167.それが一番厄介だけど
――翌朝。
「エルガさん、おはようございます!」
ベーネ男爵領主邸の朝は、やけに静かだった。
私は身支度を整え、レオさんとともに客間でお茶を飲んでいた。そこに、慌てたようにやってきたエルガさん。
「シベル……早かったのね。いえ、私が遅かったのかしら」
エルガさんのその表情が、いつもよりほんの少しだけ硬いように見える。
よく眠れなかったのかしら?
「いいえ、大丈夫ですよ」
いつも朝の支度はエルガさんが手伝ってくれるけど、私は一人でも準備できる。
「それより……なにかあったんですか?」
様子のおかしいエルガさんに、少し迷ってから私は小声で切り出した。
「……実は、昨夜は副団長と同じ部屋で寝て」
「「えっ」」
そして、予想外の返答に、私とレオさんの声が重なった。
「そ、それじゃあ、もしかして本当に……」
「まさか!」
私が最後まで言う前に、エルガさんはきっぱりと言い切った。
「父が勝手に副団長を私の部屋に押し込んで、外から鍵をかけたのよ。朝になって、ようやく使用人が開けてくれたわ」
「まぁ……そうだったのですね」
婚約者はふりだけのはずなのに、本当に婚約することになったのかと思ってしまった。
「それで、ミルコは?」
「まだソファでぼんやりしていたから、置いてきちゃいました」
「はは、ミルコは朝が少し苦手だからな」
エルガさんの言葉に、レオさんは苦笑した。
それにしても、ミルコさんって朝が苦手だったのね。なんでも完璧なイメージだったから、知らなかった。
「……それに、副団長には、ミーコっていう人がいるようだし」
「ミーコさん?」
続けられた言葉に聞き返すと、エルガさんは肩をすくめて答えた。
「ええ。私とその人を間違えて、抱きしめられたんだから」
「まぁ……!」
それはそれで、なかなか衝撃的な話だ。
私が言葉を失っていると、隣でレオさんが首を傾げた。
「ミーコ? なんか聞いたことがあるような……」
「レオさんも知っている方なのですか?」
「うーん……誰だったかな」
そのとき。
「猫だ」
「ミルコさん!?」
いつの間にかやってきたミルコさんが、淡々と答えた。
「そうだ! 君が一番最初に飼った猫の名だったな!」
今度はレオさんが思い出したように手を打つ。
「ああ。よく俺のベッドに潜り込んできた」
「ね、猫……。それじゃあ、猫と私を間違えたということね」
「?」
エルガさんの声が、目に見えてトーンダウンする。
当の本人は、なんのことを言っているのかわからない様子で首を傾げている。
ミルコさんは、そのことを覚えていないのかしら?
それとも、エルガさんがここまで気にしていることに、気づいていない……?
すると今度は、その微妙な空気を壊すように、後ろから明るい声が飛んでくる。
「くくく……、副団長やりますね~!」
「なにがだ」
ミルコさんの後ろで、ヨティさんがにやにやしながら口を挟んだ。
「俺がエルガにそんなことをしたら、ぶん殴られそうだけど」
軽く笑うヨティさん。その隣では、リックさんが「当たり前だろ」と呟いている。
そんなやり取りに、エルガさんは困ったように、でもどこか穏やかに、小さく息を吐いた。

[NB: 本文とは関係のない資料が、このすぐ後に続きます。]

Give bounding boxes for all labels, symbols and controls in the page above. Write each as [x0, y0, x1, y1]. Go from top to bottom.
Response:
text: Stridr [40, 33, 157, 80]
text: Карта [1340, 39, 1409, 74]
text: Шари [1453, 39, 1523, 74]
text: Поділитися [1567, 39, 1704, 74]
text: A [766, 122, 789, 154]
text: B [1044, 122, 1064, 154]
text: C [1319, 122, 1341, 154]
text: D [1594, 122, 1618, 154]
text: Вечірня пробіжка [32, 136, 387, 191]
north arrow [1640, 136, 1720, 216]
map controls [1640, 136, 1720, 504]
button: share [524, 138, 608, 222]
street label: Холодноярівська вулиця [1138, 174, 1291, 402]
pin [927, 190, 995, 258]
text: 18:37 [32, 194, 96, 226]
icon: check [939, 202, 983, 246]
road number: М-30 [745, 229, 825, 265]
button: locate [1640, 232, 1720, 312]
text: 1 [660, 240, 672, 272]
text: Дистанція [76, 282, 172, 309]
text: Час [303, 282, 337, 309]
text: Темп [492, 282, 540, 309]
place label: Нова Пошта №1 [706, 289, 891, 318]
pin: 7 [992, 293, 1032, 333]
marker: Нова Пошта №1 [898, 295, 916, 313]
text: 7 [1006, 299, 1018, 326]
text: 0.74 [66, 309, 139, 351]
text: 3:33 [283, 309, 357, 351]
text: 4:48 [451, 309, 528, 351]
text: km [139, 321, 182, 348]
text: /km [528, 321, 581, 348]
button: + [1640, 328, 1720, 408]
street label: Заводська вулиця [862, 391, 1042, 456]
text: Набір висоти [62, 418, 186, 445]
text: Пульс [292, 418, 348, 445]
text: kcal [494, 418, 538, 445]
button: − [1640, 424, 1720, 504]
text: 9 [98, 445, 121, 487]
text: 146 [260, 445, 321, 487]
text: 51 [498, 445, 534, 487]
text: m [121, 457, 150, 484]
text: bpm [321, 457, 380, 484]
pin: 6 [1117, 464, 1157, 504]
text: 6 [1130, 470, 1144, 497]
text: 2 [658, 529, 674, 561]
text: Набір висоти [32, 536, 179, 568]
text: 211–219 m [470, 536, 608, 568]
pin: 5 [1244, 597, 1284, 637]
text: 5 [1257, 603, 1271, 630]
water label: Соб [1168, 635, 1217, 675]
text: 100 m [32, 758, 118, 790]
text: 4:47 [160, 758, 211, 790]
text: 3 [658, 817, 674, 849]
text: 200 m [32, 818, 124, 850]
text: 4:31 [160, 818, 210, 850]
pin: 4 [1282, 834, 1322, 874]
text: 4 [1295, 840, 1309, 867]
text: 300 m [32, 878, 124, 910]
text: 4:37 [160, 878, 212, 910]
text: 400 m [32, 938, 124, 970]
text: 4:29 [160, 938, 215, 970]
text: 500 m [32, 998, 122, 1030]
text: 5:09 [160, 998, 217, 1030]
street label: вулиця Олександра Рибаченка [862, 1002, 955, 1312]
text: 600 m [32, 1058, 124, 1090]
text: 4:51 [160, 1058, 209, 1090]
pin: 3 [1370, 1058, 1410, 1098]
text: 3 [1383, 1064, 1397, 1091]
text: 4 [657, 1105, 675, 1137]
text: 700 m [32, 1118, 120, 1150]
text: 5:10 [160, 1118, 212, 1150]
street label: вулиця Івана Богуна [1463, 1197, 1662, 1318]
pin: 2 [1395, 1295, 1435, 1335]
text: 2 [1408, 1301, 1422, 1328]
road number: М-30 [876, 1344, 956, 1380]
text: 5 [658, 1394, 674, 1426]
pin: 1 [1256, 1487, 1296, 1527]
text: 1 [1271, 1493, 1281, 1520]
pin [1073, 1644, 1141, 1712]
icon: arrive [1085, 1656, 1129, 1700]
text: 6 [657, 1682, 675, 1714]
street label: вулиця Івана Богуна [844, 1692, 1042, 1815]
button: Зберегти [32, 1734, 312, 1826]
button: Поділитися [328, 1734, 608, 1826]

そういえば、ヨティさんとエルガさん、それからリックさんの三人は同い年で、よく遠慮のないやり取りをしている。
まるで気心の知れた友達みたいに。
私には、そんなふうに言い合える相手はいないから、ちょっぴり羨ましくもある。
……でも、ミルコさんは、相変わらず涼しい顔のまま。
本当に、悪気がないのよね。
……それが一番厄介なのだけれど。
私は小さく苦笑して、心の中で思った。
エルガさんの問題も、きっと皆さんが一緒なら解決できる。
エルガさんだって、皆さんとは本当の家族以上に強い絆で結ばれているのだから。